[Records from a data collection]
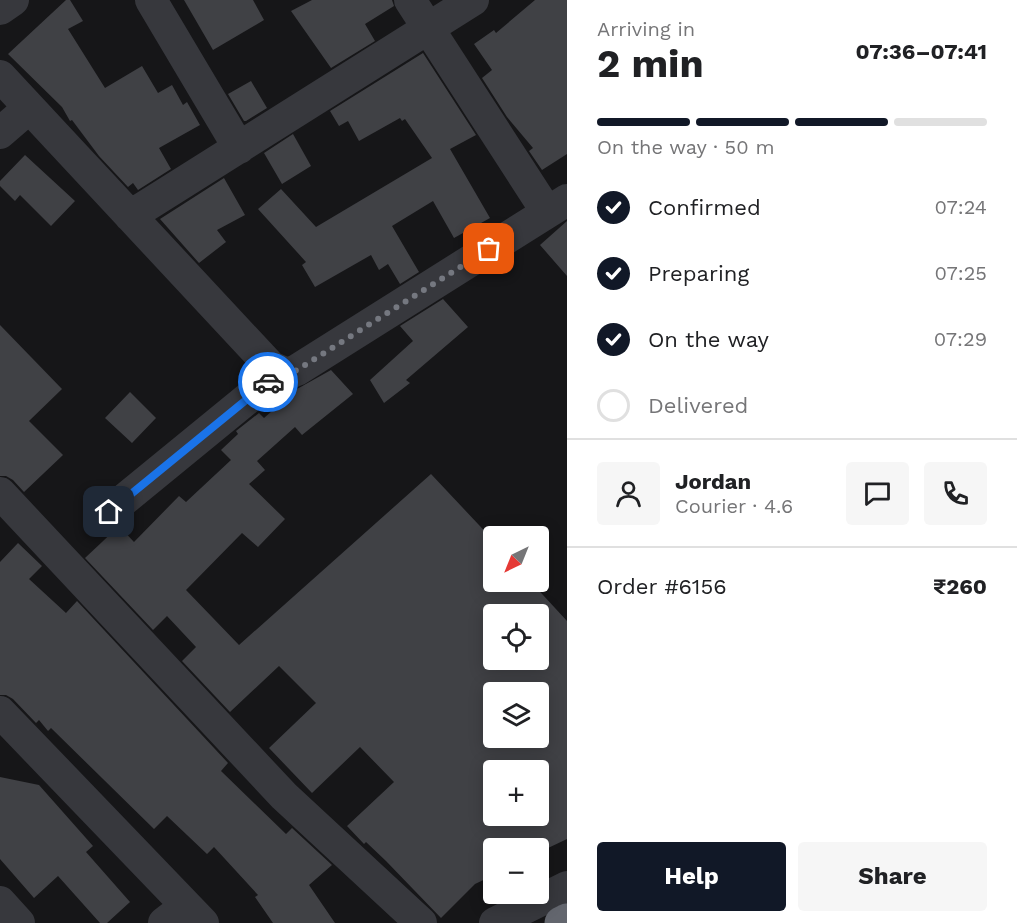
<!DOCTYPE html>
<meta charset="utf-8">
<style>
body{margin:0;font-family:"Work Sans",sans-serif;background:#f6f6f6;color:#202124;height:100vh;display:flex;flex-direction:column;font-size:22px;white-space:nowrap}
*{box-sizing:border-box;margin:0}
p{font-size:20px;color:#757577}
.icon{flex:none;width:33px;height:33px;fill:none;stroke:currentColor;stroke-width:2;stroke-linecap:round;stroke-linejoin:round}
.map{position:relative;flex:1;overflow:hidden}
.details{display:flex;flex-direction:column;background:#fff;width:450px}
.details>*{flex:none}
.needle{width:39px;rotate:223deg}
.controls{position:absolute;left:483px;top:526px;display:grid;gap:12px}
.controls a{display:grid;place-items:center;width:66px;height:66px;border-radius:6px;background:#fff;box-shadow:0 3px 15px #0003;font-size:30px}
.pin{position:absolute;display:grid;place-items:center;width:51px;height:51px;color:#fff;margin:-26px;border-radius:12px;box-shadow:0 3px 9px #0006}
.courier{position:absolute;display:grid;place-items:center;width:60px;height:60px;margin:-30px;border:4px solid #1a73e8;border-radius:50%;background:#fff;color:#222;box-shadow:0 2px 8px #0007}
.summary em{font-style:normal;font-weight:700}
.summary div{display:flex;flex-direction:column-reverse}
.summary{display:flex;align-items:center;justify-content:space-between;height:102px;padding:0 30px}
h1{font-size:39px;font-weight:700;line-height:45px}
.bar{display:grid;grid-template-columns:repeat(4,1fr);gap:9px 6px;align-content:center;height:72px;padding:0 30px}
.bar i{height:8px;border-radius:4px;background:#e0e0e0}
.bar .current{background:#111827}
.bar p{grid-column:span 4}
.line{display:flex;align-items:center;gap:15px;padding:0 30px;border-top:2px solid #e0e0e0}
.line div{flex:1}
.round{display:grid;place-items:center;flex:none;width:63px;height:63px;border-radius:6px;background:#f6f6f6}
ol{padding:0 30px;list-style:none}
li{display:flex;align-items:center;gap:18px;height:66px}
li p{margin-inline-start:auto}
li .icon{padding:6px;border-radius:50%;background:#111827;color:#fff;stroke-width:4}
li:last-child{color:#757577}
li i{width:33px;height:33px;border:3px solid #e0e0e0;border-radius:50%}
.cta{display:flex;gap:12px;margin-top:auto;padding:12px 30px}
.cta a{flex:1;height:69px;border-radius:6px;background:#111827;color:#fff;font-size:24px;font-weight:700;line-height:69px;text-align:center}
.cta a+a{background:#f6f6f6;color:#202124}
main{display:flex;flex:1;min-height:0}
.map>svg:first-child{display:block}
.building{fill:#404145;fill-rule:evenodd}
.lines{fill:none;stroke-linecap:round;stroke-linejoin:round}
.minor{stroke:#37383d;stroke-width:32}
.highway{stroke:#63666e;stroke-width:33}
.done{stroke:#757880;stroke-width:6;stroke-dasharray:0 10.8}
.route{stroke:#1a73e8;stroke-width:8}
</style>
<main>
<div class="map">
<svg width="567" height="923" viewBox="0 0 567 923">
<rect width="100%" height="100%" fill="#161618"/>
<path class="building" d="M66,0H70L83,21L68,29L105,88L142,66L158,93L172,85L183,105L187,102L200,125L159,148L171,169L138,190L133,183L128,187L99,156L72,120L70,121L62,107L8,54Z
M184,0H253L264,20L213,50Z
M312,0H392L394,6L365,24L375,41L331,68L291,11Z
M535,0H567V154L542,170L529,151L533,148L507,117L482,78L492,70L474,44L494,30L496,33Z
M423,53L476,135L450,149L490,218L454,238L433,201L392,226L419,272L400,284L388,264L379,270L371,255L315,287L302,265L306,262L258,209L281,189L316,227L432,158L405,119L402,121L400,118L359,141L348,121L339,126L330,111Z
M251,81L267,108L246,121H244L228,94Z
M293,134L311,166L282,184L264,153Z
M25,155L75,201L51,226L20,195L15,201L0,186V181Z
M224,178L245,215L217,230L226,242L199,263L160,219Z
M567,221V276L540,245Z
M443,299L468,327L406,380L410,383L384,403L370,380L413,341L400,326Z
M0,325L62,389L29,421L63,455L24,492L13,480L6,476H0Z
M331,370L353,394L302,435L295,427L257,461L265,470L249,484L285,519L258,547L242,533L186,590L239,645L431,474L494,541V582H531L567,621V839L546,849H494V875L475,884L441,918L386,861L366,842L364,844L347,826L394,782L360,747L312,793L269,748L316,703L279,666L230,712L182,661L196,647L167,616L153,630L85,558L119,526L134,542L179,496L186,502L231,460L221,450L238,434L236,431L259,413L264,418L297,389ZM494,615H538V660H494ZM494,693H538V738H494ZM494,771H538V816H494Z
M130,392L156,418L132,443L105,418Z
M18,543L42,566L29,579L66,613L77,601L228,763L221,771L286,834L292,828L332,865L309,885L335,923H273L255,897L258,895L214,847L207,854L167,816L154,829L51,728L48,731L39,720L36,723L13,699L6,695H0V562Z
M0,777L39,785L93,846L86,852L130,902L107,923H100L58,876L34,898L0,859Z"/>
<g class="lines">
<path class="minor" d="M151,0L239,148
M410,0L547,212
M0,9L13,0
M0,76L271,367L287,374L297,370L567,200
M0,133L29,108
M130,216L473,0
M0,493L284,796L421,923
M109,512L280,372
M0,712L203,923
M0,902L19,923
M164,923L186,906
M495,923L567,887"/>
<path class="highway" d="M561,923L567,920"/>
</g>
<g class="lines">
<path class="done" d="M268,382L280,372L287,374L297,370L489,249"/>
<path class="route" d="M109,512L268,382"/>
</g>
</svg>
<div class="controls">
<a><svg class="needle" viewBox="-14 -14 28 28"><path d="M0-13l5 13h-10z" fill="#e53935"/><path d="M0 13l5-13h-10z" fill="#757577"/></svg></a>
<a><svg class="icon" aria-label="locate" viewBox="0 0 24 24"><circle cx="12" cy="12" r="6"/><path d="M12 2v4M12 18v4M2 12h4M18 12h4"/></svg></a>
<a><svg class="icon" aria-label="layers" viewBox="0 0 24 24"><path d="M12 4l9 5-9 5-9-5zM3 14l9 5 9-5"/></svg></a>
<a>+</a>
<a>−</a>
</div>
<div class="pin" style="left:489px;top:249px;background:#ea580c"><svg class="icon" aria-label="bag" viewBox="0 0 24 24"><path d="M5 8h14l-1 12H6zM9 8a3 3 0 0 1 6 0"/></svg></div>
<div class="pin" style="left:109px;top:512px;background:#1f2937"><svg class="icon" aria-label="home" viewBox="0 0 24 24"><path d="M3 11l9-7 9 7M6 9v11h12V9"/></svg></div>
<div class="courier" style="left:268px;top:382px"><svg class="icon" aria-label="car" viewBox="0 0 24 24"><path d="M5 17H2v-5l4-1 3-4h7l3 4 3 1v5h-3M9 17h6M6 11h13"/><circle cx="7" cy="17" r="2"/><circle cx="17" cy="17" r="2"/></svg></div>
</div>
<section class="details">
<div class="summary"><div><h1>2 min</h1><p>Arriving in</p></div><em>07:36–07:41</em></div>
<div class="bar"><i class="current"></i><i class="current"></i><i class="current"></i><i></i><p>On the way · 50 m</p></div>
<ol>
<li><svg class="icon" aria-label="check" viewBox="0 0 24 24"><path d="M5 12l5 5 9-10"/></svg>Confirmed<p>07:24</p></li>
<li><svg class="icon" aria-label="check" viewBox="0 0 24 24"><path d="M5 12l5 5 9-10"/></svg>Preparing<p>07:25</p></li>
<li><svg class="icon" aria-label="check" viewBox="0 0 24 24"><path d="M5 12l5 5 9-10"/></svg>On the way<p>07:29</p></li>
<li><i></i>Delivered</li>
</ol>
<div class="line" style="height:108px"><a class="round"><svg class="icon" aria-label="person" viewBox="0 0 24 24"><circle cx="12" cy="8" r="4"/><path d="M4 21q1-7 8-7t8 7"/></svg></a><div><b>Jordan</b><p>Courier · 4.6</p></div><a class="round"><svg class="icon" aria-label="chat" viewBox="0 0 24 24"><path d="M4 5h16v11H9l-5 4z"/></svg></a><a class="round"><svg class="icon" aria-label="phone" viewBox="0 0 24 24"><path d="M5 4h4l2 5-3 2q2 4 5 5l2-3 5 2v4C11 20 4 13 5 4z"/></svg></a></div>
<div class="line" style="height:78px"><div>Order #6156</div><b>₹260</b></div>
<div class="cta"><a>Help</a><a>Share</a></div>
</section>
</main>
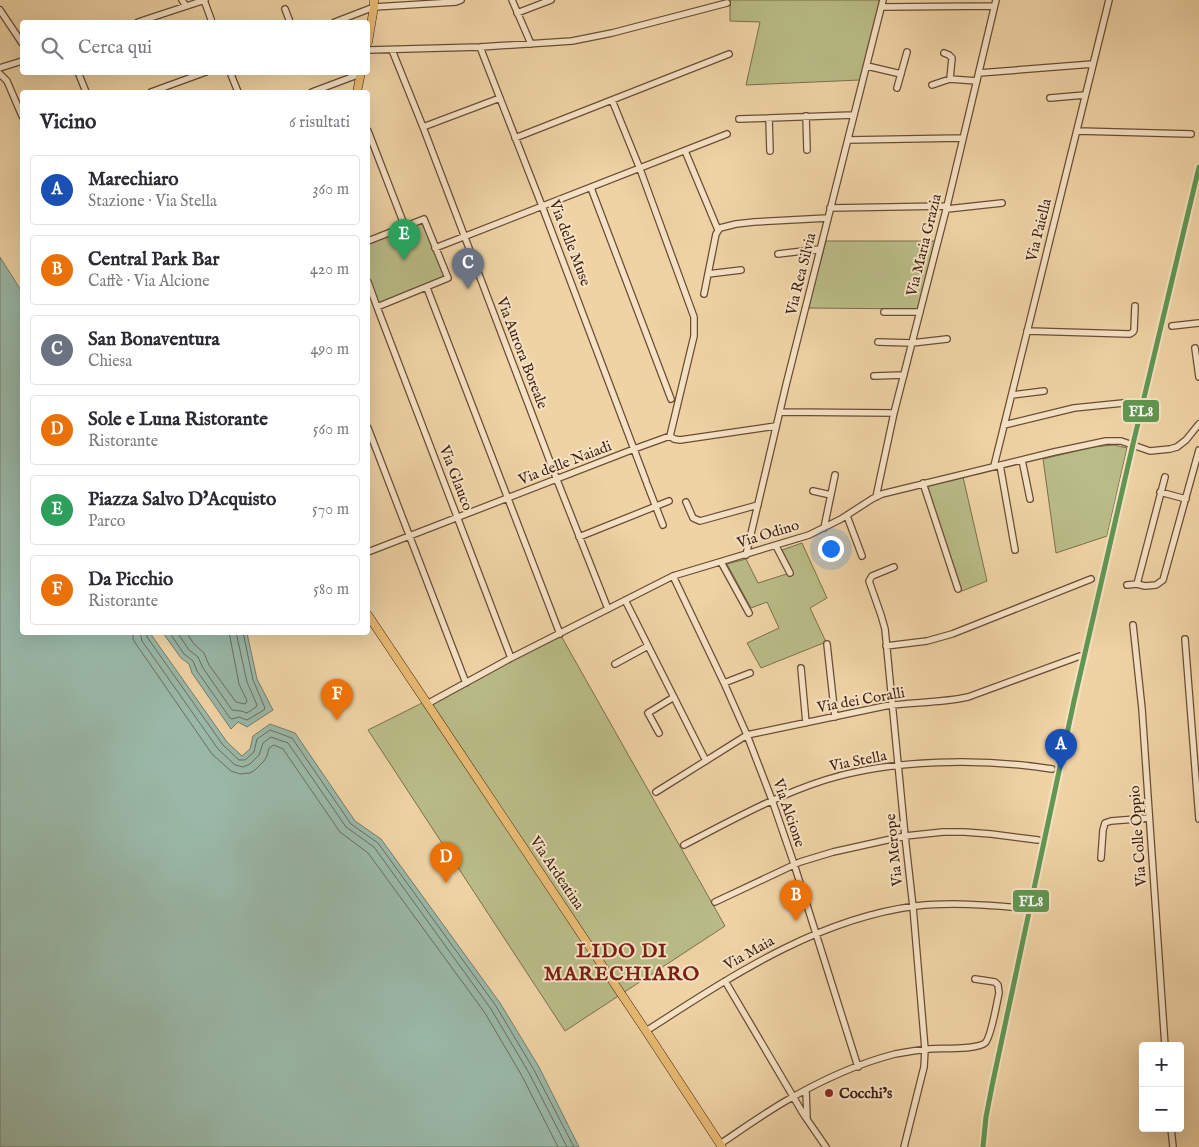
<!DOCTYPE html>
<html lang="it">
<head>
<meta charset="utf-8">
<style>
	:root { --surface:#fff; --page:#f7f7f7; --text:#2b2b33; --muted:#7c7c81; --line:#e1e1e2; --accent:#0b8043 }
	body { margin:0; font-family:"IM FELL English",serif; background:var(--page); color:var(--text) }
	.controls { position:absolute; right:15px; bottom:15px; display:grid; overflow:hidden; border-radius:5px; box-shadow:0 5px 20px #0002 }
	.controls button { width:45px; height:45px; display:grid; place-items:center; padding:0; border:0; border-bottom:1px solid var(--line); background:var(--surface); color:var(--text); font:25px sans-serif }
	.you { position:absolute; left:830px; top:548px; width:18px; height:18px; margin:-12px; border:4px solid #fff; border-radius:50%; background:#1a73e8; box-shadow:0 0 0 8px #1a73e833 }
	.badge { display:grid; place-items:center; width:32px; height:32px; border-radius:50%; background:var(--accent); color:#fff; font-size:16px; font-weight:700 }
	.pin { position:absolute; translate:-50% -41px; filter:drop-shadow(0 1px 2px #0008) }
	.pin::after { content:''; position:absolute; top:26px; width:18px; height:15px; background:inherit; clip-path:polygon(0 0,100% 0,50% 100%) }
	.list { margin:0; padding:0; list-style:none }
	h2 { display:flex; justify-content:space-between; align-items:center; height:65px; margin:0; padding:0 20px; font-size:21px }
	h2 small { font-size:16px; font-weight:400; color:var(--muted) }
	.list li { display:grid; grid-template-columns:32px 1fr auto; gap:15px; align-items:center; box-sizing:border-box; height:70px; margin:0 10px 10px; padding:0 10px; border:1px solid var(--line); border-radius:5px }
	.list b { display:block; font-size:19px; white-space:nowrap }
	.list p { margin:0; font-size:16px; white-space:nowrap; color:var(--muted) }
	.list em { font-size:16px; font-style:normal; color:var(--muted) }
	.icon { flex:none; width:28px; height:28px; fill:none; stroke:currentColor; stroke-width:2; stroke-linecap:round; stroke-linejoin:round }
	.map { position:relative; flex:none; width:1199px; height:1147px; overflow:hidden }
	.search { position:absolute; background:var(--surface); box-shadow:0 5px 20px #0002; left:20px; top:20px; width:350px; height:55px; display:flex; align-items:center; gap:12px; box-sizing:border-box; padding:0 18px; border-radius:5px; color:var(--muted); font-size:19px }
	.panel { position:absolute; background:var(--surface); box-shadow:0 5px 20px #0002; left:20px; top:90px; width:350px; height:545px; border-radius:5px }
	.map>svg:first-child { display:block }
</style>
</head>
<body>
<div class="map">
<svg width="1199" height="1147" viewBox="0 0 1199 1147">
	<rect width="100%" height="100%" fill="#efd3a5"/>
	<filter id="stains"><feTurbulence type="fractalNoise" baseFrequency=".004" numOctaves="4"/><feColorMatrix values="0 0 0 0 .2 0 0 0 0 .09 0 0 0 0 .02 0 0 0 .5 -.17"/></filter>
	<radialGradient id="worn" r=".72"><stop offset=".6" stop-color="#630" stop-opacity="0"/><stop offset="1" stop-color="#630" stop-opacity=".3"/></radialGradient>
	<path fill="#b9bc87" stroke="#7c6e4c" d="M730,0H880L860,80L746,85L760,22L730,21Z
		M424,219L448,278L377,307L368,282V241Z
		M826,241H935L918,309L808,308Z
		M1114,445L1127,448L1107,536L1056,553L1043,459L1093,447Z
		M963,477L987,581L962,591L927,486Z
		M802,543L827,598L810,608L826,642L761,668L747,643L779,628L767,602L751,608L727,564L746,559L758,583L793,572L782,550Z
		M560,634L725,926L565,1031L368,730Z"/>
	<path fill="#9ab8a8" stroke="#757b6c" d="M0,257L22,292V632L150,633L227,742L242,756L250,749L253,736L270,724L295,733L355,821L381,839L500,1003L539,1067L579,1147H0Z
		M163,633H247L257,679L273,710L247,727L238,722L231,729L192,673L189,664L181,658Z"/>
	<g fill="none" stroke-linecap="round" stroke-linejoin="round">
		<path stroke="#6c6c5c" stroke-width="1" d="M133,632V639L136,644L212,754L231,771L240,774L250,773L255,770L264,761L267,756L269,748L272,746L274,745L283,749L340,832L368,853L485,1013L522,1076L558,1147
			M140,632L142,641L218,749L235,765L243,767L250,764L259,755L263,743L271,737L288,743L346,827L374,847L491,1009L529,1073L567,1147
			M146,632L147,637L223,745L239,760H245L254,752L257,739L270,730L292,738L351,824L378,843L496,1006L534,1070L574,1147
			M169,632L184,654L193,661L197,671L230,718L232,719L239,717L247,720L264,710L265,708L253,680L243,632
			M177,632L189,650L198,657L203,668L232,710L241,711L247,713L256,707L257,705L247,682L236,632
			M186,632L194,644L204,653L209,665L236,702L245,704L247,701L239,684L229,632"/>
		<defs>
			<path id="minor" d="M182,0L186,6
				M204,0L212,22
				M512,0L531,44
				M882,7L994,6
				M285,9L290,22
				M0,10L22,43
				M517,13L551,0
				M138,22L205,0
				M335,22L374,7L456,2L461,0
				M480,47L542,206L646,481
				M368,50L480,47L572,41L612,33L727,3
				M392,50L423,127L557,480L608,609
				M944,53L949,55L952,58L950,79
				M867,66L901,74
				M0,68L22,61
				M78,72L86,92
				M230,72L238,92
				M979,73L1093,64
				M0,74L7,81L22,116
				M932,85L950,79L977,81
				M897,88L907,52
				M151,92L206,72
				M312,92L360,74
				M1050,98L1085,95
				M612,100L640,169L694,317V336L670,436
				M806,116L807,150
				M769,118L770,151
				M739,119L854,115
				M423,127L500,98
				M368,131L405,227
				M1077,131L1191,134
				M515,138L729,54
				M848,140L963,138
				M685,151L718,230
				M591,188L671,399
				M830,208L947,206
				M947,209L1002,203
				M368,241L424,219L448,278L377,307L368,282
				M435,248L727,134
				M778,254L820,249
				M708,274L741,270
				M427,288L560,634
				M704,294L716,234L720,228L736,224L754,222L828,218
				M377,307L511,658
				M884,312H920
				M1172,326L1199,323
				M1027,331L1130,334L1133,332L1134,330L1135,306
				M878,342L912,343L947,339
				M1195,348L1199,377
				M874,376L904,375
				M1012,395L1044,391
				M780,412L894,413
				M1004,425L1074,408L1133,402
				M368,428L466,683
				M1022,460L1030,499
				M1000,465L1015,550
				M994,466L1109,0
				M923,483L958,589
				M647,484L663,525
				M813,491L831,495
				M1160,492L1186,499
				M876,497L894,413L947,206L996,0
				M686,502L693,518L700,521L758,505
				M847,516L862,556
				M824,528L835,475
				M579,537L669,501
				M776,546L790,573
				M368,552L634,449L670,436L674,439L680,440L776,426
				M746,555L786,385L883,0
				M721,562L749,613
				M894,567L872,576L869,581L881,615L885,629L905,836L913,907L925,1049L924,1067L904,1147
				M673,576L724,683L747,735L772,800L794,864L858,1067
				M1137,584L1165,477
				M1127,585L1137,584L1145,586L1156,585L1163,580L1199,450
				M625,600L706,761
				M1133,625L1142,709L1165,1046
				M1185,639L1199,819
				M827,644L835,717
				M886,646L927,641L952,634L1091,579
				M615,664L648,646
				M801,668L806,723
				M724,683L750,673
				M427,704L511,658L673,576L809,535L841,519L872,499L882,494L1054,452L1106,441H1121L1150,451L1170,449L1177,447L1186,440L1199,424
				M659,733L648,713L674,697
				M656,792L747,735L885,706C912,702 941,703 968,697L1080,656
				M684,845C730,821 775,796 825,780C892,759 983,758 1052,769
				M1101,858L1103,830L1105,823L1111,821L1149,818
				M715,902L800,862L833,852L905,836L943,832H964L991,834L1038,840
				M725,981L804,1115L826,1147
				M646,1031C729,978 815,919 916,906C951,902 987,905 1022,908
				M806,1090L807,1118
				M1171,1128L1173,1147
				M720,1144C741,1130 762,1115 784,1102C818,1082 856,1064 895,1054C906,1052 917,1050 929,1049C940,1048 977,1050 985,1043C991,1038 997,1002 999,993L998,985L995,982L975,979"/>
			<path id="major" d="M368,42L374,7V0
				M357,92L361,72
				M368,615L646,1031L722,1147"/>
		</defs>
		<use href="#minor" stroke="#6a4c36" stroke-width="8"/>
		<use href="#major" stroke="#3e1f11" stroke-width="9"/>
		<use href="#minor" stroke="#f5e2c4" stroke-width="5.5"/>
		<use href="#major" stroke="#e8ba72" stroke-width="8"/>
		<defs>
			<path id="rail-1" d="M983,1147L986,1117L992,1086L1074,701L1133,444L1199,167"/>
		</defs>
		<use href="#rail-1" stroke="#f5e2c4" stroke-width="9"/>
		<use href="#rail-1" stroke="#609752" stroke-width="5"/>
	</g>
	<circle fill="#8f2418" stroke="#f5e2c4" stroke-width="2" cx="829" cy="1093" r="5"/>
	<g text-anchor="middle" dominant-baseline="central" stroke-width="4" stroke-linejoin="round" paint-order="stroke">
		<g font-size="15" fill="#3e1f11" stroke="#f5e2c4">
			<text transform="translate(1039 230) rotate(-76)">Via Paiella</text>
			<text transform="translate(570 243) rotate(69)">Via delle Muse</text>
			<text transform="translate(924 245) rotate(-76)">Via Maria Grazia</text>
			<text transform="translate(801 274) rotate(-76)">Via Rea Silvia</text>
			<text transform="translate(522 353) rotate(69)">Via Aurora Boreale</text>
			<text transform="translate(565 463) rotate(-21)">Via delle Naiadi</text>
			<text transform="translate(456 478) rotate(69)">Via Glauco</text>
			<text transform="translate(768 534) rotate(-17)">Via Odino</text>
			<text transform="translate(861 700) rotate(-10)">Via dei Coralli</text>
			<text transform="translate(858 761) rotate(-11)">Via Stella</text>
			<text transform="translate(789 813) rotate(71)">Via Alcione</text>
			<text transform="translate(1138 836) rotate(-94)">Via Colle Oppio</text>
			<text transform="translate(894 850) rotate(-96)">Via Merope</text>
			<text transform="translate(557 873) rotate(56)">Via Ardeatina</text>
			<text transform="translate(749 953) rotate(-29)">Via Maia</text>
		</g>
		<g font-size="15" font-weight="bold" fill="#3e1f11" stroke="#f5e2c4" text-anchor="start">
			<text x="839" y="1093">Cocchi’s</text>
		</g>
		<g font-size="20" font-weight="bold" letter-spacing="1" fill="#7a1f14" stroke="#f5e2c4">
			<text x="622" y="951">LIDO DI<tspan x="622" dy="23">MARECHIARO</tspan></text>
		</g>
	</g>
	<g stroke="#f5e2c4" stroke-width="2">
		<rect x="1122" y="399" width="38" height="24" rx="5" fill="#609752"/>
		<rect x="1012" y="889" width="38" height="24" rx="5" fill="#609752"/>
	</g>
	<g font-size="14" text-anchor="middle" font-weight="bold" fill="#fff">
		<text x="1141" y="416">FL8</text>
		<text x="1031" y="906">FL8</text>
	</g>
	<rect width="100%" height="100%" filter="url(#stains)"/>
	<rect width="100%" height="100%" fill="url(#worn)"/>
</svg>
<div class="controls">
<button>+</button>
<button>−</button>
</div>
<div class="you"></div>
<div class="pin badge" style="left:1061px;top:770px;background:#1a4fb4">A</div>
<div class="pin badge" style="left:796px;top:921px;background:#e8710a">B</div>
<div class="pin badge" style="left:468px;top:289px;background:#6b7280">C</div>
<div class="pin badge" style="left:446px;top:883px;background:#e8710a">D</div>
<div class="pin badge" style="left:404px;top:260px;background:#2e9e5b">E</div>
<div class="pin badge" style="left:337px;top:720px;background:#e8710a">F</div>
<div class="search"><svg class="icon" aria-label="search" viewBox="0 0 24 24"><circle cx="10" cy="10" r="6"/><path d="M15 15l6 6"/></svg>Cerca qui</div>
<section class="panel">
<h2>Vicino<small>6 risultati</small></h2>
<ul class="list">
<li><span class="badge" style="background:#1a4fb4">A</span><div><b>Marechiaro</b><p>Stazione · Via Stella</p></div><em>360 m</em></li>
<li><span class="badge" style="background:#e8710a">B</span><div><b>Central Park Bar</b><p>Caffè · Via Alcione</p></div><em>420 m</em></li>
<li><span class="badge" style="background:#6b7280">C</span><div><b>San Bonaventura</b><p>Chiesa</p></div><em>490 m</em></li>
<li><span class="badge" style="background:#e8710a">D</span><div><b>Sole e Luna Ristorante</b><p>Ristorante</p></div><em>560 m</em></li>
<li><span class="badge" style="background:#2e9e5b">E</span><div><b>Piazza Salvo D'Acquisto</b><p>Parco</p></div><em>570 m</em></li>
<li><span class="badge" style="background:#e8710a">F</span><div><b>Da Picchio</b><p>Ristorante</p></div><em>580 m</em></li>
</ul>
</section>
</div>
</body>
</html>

• [Work order]
Using the entries above, determine how many lines include the string "html" and write only that number.

• [Final answer]
4